The Beeping Egg Hunt runs from 9 to 9:30 a.m. on April 4 at 1001 Rose Bowl Dr.  Advance online registration is required at brailleinstitute.org; the Braille Institute sends a confirmation email upon registration. The event is completely free. Check in begins at 8:30 a.m.

By 9 a.m., more than 200 beeping and chirping eggs and 300 seven-inch high-contrast eggs filled with fidget toys, sensory toys, and scented Play Doh will be scattered across the field. The general public will not enter for the broader Egg Bowl festival until 11 a.m.

The event is now in its second year at the Rose Bowl — and it was the Rose Bowl and the city, not the Braille Institute, that made the first call.

“We were actually invited by Dominic Corey at The Rose Bowl and Dolores McConnell from Pasadena Parks and Rec,” said Elizabeth Reyes, a child development consultant at the Braille Institute. “They thought that it would be a great way to include children with disabilities. And they opened up a time slot that was private to our students and children with visual impairments.”

Children locate eggs using auditory and tactile skills. Eggs emit beeping or chirping sounds; children using white canes can find them by gently bumping into them.

Patricia Gallardo, Director of Youth and Child Services at the Braille Institute, said events designed specifically for visually impaired children produce a different outcome than general-public events.

“We receive calls all the time where parents contact and let us know that their child is a part of maybe their school events, but because it’s designed for the general public, their children come home a little saddened because maybe they didn’t collect as many

eggs, maybe they didn’t [move as] fast as the other children,” Gallardo said. “They’re a little disheartened when they come home. And so for them to know that it was tough for you here with your peers, your sighted peers, we know that there’s a hunt designed especially for you where they will be successful.”

The concept of the beeping egg traces to 2005, when ATF Assistant Special Agent David Hyche built a low-cost prototype — a switch, a piezo beeper, a 9-volt battery, and a battery clip — so his blind 19-month-old daughter could participate in Easter egg hunts. Each egg cost approximately $11.50 to assemble, according to an ATF press release.

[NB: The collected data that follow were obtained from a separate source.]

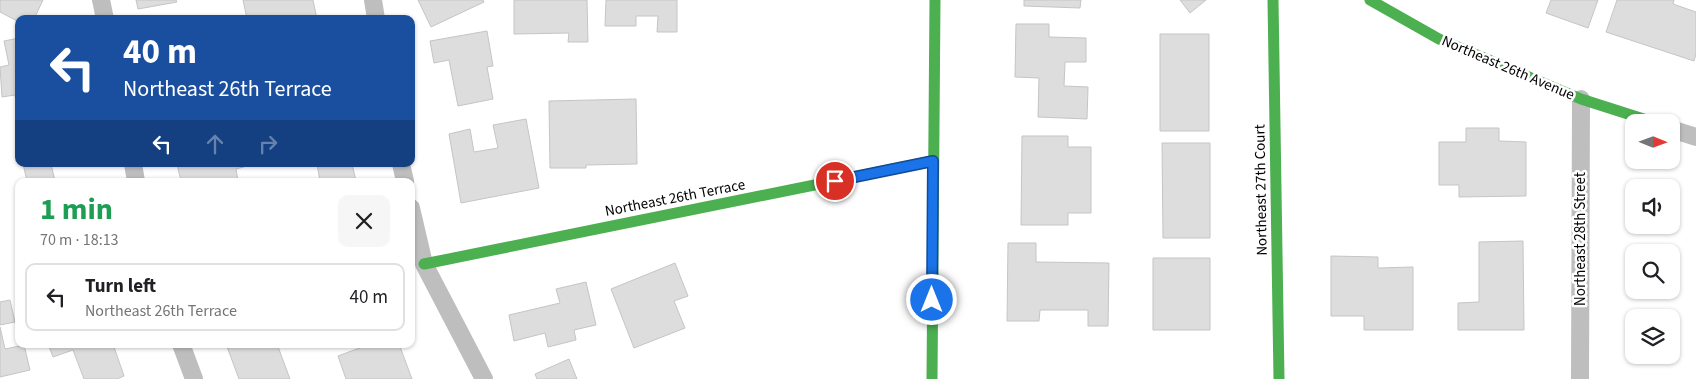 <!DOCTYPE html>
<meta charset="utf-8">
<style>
body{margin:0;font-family:"Source Sans 3",sans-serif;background:#f6f6f6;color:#202124;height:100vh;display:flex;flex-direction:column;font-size:19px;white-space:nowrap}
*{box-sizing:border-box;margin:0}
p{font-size:16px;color:#757577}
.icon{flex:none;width:28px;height:28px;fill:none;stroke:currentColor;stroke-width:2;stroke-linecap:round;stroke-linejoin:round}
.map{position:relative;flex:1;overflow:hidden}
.side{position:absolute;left:15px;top:178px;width:400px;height:170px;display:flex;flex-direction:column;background:#fff;border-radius:10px;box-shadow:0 1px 4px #0004}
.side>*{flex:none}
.guide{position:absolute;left:15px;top:15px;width:400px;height:152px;border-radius:10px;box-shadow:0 1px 4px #0004;background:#1a4fa0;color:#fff;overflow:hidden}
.needle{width:32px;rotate:91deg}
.controls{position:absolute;left:1625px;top:114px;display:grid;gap:10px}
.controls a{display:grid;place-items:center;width:55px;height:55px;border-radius:10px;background:#fff;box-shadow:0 1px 4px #0004;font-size:25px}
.pin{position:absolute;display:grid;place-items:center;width:42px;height:42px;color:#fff;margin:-21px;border:2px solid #fff;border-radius:50%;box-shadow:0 1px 5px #0007}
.me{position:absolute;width:55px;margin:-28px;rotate:0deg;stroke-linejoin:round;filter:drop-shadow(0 0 4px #0008)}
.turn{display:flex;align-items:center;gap:18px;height:105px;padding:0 25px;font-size:22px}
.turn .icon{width:65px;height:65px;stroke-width:2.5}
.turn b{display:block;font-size:35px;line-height:42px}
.lanes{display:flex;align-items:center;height:48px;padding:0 25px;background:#0003;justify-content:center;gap:25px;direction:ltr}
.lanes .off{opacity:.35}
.round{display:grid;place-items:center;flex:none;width:52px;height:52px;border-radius:10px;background:#f6f6f6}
.overview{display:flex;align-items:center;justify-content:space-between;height:85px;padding:0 25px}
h1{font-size:30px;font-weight:700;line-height:38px;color:#1e9e55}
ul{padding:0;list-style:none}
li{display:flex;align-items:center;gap:15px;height:68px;margin:0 10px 8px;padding:0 15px;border:2px solid #e0e0e0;border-radius:10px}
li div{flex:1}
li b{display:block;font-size:19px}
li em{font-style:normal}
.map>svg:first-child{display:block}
</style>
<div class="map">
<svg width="1696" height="379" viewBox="0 0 1696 379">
<rect width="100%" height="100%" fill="#fff"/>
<path fill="#ddd" stroke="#c5c5c5" d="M0,0H43L34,19H19V22L0,12Z
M136,0H176L177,2L138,9Z
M243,0H313L317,19H247Z
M418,0H483L484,2L431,27Z
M514,0H587L588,42H568L569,33L514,34Z
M606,0H677V32H657L658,16H636V26H605Z
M1024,0H1081L1080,8L1024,6Z
M1180,0H1206L1190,13Z
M1551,0H1598L1588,28L1546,13Z
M1617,0H1674L1673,4L1696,12V54L1694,61L1606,32Z
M1016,24H1049V37L1086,38V62H1065L1064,86L1088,87L1087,119L1038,117L1039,78L1015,77Z
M487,31L493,66L487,67L493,99L458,106L449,60L434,63L430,41Z
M1160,34H1209V131H1160Z
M19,38V116H18L15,95L2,97L0,67L9,65L4,41Z
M636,99L637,164L586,165V168H550L549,101Z
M526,119L539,188L461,203L449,134L470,129L474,152L498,148L493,125Z
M1466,128H1499V141L1526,142V196L1459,197V185H1439V142H1466Z
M1022,136H1068V147H1091V213H1068V225H1021Z
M1162,143H1210V238H1163Z
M23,164H51L55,181H27Z
M177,164H247V166L236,169L238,181H181Z
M317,164H352L356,181H320Z
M1523,241L1524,330H1458V303L1479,302V242Z
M1008,243H1036V262L1109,263L1108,326H1088V310H1040L1039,321H1007Z
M1331,256L1378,257V268L1413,267V330H1364V316H1331Z
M1153,258H1210V330H1153Z
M675,263L688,296L674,301L685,328L634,348L611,289Z
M586,282L596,325L574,330L576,340L548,347L545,333L514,341L509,315L560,303L556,289Z
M10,300L15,322L0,325V302Z
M0,327L5,349L24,345L30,370L0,377Z
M48,344H113L124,376L117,379H84L73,350L53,357Z
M226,344H277L290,379H239Z
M370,344H399L412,379H346L338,356Z
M569,359L577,379H537L535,374Z"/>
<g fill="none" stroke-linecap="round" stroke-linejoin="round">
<path stroke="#bebebe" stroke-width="18" d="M101,0L105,19
M373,0L376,19
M1671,129L1696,137
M133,164L136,181
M401,164L405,181
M411,208L424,264L484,379
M181,344L194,379
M1580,379L1581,99"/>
<path stroke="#4caf50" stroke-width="11" d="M1273,0L1279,379
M1370,0L1439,39L1581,99L1653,122
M424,264L933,161
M932,379L935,0"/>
</g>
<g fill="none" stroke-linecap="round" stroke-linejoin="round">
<g stroke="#114b97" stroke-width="12">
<path id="route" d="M835,181L933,161L932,300"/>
</g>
<use href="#route" stroke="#1a73e8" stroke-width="9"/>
</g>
<g text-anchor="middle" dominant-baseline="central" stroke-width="5" stroke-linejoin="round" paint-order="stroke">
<g font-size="15" fill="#000" stroke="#fff">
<text transform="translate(1508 68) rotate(23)">Northeast 26th Avenue</text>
<text transform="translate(1261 190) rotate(-91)">Northeast 27th Court</text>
<text transform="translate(675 198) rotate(-11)">Northeast 26th Terrace</text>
<text transform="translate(1580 239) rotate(-90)">Northeast 28th Street</text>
</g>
</g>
</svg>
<div class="controls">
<a><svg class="needle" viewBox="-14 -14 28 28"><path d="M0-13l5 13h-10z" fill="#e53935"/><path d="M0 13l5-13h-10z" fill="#757577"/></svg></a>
<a><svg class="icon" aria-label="sound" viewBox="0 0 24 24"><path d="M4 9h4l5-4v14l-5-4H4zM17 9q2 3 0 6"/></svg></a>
<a><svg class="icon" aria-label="search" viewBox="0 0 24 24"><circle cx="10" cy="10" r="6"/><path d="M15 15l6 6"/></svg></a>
<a><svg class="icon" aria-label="layers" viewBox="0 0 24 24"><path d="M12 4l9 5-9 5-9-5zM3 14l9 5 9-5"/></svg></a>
</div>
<div class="pin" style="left:835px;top:181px;background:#d93025"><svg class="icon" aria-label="arrive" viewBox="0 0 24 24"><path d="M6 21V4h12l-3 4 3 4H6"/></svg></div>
<svg class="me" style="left:932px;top:300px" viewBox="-20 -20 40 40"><circle r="17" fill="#1a73e8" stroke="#fff" stroke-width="3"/><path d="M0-11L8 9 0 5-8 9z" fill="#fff"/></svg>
<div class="guide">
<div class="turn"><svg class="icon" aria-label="left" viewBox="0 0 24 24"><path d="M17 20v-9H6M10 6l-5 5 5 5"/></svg><div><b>40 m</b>Northeast 26th Terrace</div></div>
<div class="lanes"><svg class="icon" aria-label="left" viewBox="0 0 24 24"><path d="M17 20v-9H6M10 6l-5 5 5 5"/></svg><svg class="icon off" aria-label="ahead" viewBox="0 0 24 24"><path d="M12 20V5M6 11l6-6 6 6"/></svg><svg class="icon off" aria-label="right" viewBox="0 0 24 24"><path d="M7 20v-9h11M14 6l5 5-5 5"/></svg></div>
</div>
<section class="side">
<div class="overview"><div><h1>1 min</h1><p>70 m · 18:13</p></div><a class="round"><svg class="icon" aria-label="close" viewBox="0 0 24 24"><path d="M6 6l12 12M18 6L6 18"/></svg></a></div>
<ul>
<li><svg class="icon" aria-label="left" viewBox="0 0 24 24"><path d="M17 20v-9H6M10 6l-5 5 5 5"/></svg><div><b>Turn left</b><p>Northeast 26th Terrace</p></div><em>40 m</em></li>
</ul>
</section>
</div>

The Braille Institute estimates there are roughly 11,000 blind or visually impaired children under age 11 in the Los Angeles area. All of the organization’s programs, including the egg hunt, are free of charge.

Free parking is available in Lot F, and Pasadena Transit Route 51 will offer free rides to and from the event.

The Beeping Egg Hunt begins at 9 a.m. Saturday, April 4, at the Rose Bowl, 1001 Rose Bowl Dr., Pasadena. Check-in begins at 8:30 a.m. The event is free and open to children who are blind or visually impaired. Advance registration is required at brailleinstitute.org. Free parking is available in Lot F.